Synaptic cell adhesion molecules represent important targets for neuronal activity-dependent proteolysis. Postsynaptic neuroligins (NLs) form trans-synaptic complexes with presynaptic neurexins (NXs). Both NXs and NLs are cleaved from the cell surface by metalloproteases in an activity-dependent manner, releasing a soluble extracellular fragment and membrane-tethered C-terminal fragment. The cleavage of NL1 depresses synaptic transmission, but the mechanism by which this occurs is unknown. Metabotropic glutamate receptor 2 (mGluR2) are located primarily at the periphery of presynaptic terminals, where they inhibit the formation of cyclic adenosine monophosphate (cAMP) and consequently suppress the release of glutamate and decrease synaptic transmission. In the present study, we found that the soluble ectodomain of NL1 binds to and activates mGluR2 in both neurons and heterologous cells, resulting in a decrease in cAMP formation. In a slice preparation from the hippocampus of mice, NL1 inhibited the release of glutamate from mossy fibers that project to CA3 pyramidal neurons. The presynaptic effect of NL1 was abolished in the presence of a selective antagonist for mGluR2. Thus, our data suggest that the soluble extracellular domain of NL1 functionally interacts with mGluR2 and thereby decreases synaptic strength.

Serotonin Regulates the Firing of Principal Cells of the Subiculum by Inhibiting a T-type Ca2+ Current.

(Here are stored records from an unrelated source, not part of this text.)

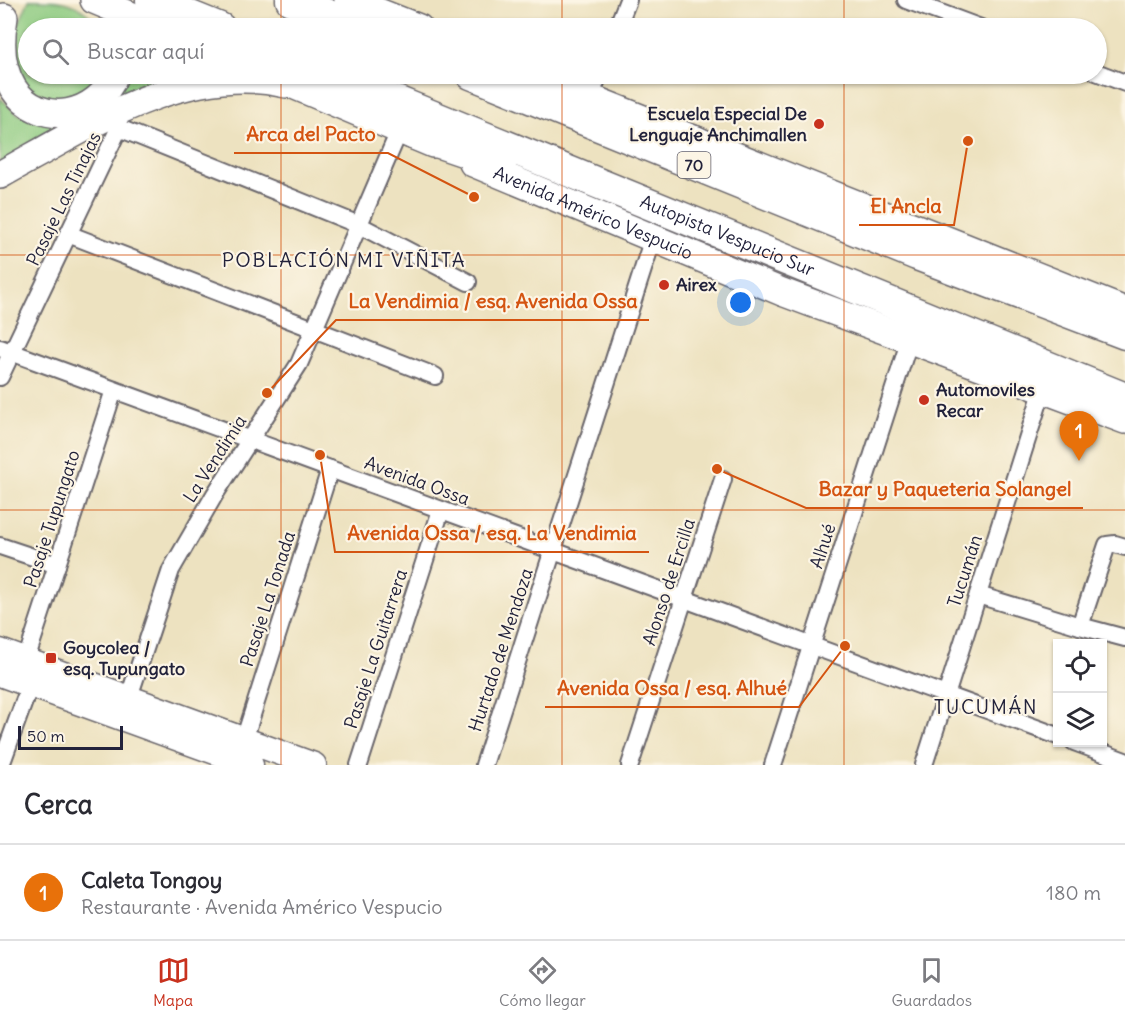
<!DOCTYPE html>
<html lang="es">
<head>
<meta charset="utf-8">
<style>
	body { margin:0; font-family:Delius,sans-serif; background:#f7f7f7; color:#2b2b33 }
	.controls { position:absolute; right:18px; bottom:18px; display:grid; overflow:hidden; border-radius:0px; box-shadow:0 2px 4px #0004 }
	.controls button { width:54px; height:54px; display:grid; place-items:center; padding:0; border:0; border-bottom:2px solid #e1e1e2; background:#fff; color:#2b2b33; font:30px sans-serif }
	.scale { position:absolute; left:18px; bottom:15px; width:105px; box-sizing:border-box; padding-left:6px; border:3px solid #22223b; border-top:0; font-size:16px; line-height:21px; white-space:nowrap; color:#22223b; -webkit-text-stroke:4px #fcf5e5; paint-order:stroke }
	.you { position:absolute; left:741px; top:303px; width:21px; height:21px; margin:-15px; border:4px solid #fff; border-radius:50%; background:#1a73e8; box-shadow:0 0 0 9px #1a73e833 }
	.badge { display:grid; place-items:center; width:39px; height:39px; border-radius:50%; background:#c8321e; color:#fff; font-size:20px; font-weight:700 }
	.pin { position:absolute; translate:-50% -50px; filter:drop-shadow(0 2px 3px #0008) }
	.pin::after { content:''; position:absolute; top:32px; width:21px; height:18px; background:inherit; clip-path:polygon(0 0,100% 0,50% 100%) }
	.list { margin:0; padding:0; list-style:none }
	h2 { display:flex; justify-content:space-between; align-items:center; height:78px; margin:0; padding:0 24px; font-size:26px }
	h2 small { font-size:20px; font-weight:400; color:#7c7c81 }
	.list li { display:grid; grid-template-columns:39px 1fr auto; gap:18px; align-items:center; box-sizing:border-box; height:96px; padding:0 24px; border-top:2px solid #e1e1e2 }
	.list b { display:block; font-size:22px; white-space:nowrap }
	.list p { margin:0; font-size:20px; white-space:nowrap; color:#7c7c81 }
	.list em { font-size:20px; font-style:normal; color:#7c7c81 }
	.icon { flex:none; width:33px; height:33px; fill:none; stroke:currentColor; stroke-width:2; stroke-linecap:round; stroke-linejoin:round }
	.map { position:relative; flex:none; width:1125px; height:765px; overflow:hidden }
	.search { position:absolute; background:#fff; box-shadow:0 2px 4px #0004; left:18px; right:18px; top:18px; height:66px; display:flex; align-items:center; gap:15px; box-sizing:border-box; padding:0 21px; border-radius:33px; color:#7c7c81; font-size:22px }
	.sheet { height:174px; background:#fff }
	nav { display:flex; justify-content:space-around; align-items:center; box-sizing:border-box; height:84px; border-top:2px solid #e1e1e2; background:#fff; font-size:16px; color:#7c7c81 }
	nav a { display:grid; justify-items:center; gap:3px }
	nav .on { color:#c8321e }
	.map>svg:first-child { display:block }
</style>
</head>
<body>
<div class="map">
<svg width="1125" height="765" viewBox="0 0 1125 765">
	<rect width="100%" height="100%" fill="#fcf5e5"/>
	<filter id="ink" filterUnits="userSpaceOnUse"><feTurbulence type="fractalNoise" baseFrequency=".0167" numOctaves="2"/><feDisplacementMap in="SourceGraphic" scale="12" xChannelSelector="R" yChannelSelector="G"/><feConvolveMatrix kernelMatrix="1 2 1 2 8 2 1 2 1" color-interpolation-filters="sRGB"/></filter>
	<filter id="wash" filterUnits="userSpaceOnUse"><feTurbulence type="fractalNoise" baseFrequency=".008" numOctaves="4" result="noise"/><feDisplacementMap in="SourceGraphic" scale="24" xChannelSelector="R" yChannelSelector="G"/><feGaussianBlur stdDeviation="1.35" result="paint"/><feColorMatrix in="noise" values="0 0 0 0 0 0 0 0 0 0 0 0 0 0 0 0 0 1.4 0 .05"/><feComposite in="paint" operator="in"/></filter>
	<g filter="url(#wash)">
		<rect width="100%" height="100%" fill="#ede2c0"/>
		<g fill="#8cca80" stroke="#57765e" stroke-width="1.5">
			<path d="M29,0c32,0 48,0 70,25l1,3h-72v46h72l-10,11 -17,12 -24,2 -13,-4 -15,-12 -10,-42z"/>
			<path d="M122,74h84l-206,94v-70l18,16 30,7z"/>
		</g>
	</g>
	<g filter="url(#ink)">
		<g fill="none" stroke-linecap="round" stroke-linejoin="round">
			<g stroke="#69656a" stroke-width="20">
				<g id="street">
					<path d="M906,0l75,28"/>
					<path d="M617,28l11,-28"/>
					<path d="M1096,72l29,11"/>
					<path d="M590,98l9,-24"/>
					<path d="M68,234l367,142"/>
					<path d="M0,348l1058,388"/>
					<path d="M0,377l119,-249 240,97 109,57"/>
					<path d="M0,546l57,19"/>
					<path d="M1125,547l-10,-3 -8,1 -27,81 45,12"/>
					<path d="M978,595l102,31"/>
					<path d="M126,706l45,-136 44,-76 84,-130 101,-235"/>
					<path d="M244,740l86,-271"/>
					<path d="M1074,742l51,19"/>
					<path d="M1,765l29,-80 -4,-25 88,-270"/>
					<path d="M359,765l82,-255"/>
					<path d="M484,765l169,-527"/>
					<path d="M630,765l93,-286"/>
					<path d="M773,765l137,-426"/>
					<path d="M924,765l119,-376"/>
				</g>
			</g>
			<g stroke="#69656a" stroke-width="27">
				<g id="secondary">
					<path d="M0,651l314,114"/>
					<path d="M0,674l251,91"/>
				</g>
			</g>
			<g stroke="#69656a" stroke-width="30">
				<g id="primary">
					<path d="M94,0l67,28"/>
					<path d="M348,0l71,28"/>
					<path d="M4,17c-4,24 -4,50 9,71 27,42 86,28 102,-14"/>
					<path d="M267,74l166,70"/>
					<path d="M530,74l595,237"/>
					<path id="s1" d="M473,163l309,129 343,128"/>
					<path d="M0,175c85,-47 185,-115 286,-91"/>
				</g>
			</g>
			<g stroke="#69656a" stroke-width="33">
				<g id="highway">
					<path d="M151,0l69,28"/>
					<path d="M291,0l70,28"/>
					<path id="s2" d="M330,74l795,324"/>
					<path d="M471,74l446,181 208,79"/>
					<path d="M413,134l88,30"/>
					<path d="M695,141l42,25"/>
				</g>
			</g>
			<use href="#street" stroke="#fff" stroke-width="16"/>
			<use href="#secondary" stroke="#fff" stroke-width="24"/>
			<use href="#primary" stroke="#fff" stroke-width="27"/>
			<use href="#highway" stroke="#fff" stroke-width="30"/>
		</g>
	</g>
	<path fill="none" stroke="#d45411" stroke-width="1.5" stroke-opacity="0.55" d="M281,0v28M562,0v28M844,0v28M281,74v691M562,74v691M844,74v691M0,255h1125M0,510h1125"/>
	<g fill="#c8321e" stroke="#fcf5e5" stroke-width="2">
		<circle cx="819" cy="124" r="6"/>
		<circle cx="664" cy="285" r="6"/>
		<circle cx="924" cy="400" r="6"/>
		<rect x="45" y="652" width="12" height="12" rx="3"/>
	</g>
	<g text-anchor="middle" stroke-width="4.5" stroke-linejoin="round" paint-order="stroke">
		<rect fill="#fcf5e5" stroke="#63616e" stroke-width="1.5" x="677.5" y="152" width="33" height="26" rx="4.5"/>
		<g font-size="16" font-weight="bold" fill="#22223b">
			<text x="694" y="171">70</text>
		</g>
		<g font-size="18" font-weight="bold" fill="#22223b" stroke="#fcf5e5" text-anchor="start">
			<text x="807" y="120" text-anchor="end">Escuela Especial De<tspan x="807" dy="21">Lenguaje Anchimallen</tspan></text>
			<text x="676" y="291">Airex</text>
			<text x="936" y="396">Automoviles<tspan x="936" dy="21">Recar</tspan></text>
			<text x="63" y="654">Goycolea /<tspan x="63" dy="21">esq. Tupungato</tspan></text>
		</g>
		<g font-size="18" fill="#22223b" stroke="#fcf5e5">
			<text transform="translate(64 199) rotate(-64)" y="6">Pasaje Las Tinajas</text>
			<text dy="6" stroke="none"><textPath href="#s1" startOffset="130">Avenida Américo Vespucio</textPath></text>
			<text dy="6" stroke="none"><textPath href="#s2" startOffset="429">Autopista Vespucio Sur</textPath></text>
			<text transform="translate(215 459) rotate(-57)" y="6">La Vendimia</text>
			<text transform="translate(417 481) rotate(20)" y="6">Avenida Ossa</text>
			<text transform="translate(52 519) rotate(-72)" y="6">Pasaje Tupungato</text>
			<text transform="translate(823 546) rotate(-72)" y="6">Alhué</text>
			<text transform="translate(965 571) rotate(-72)" y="6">Tucumán</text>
			<text transform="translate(669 582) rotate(-72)" y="6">Alonso de Ercilla</text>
			<text transform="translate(268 599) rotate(-72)" y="6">Pasaje La Tonada</text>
			<text transform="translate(376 649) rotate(-72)" y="6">Pasaje La Guitarrera</text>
			<text transform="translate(501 650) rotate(-72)" y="6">Hurtado de Mendoza</text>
		</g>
		<g font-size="20" letter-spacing="1.5" fill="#22223b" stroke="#fcf5e5">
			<text x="344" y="267">POBLACIÓN MI VIÑITA</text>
			<text x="986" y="714">TUCUMÁN</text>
		</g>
	</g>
	<path fill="none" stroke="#d45411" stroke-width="2" d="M474 197L388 153H234M968 141L954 225H859M267 393L336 320H649M717 469L806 508H1083M320 455L335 552H649M845 646L799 707H545"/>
	<g fill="#d45411" stroke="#fcf5e5" stroke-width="2">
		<circle cx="474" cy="197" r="6"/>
		<circle cx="968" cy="141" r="6"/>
		<circle cx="267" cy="393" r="6"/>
		<circle cx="717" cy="469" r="6"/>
		<circle cx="320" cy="455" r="6"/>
		<circle cx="845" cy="646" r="6"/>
	</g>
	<g font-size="20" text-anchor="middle" font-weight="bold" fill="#d45411" stroke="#fcf5e5" stroke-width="4.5" stroke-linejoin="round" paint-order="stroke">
		<text x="311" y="141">Arca del Pacto</text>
		<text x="906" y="213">El Ancla</text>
		<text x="493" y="308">La Vendimia / esq. Avenida Ossa</text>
		<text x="945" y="496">Bazar y Paqueteria Solangel</text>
		<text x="492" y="540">Avenida Ossa / esq. La Vendimia</text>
		<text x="672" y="695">Avenida Ossa / esq. Alhué</text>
	</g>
</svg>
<div class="controls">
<button><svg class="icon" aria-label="locate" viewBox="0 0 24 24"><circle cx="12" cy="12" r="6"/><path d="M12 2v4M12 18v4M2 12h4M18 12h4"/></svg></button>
<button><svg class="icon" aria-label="layers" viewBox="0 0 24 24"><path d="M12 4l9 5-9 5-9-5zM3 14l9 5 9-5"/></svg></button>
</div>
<div class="scale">50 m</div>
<div class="you"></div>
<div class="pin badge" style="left:1079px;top:461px;background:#e8710a">1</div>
<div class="search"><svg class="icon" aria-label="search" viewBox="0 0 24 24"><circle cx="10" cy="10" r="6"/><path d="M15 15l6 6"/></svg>Buscar aquí</div>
</div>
<section class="sheet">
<h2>Cerca<small></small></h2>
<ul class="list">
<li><span class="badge" style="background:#e8710a">1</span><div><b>Caleta Tongoy</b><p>Restaurante · Avenida Américo Vespucio</p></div><em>180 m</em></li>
</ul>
</section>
<nav>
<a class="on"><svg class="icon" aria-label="map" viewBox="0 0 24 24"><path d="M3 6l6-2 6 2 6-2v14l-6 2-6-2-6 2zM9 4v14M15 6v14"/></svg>Mapa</a>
<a><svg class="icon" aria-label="directions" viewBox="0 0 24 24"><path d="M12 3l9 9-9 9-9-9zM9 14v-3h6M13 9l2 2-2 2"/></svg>Cómo llegar</a>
<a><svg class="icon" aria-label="saved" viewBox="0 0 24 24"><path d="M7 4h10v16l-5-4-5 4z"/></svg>Guardados</a>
</nav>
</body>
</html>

The subiculum is the main output of the hippocampal formation. A high proportion of its principal neurons fire action potentials in bursts triggered by the activation of low threshold calcium currents. This firing pattern promotes synaptic release and regulates spike-timing-dependent plasticity. The subiculum receives a high density of fibers originating from the raphe nuclei, suggesting that serotonin (5-HT) modulates subicular neurons. Here we investigated if and how 5-HT modulates the firing pattern of bursting neurons. By combining electrophysiological analysis with pharmacology, optogenetics and calcium imaging, we demonstrate that 5-HT2C receptors reduce bursting activity by inhibiting a low-threshold calcium current mediated by T-type Ca2+ channels in principal cells of the subiculum. In addition, we show that the activation of this novel pathway decreases bursting activity and the occurrence of epileptiform discharges induced in in vitro models for temporal lobe epilepsy (TLE).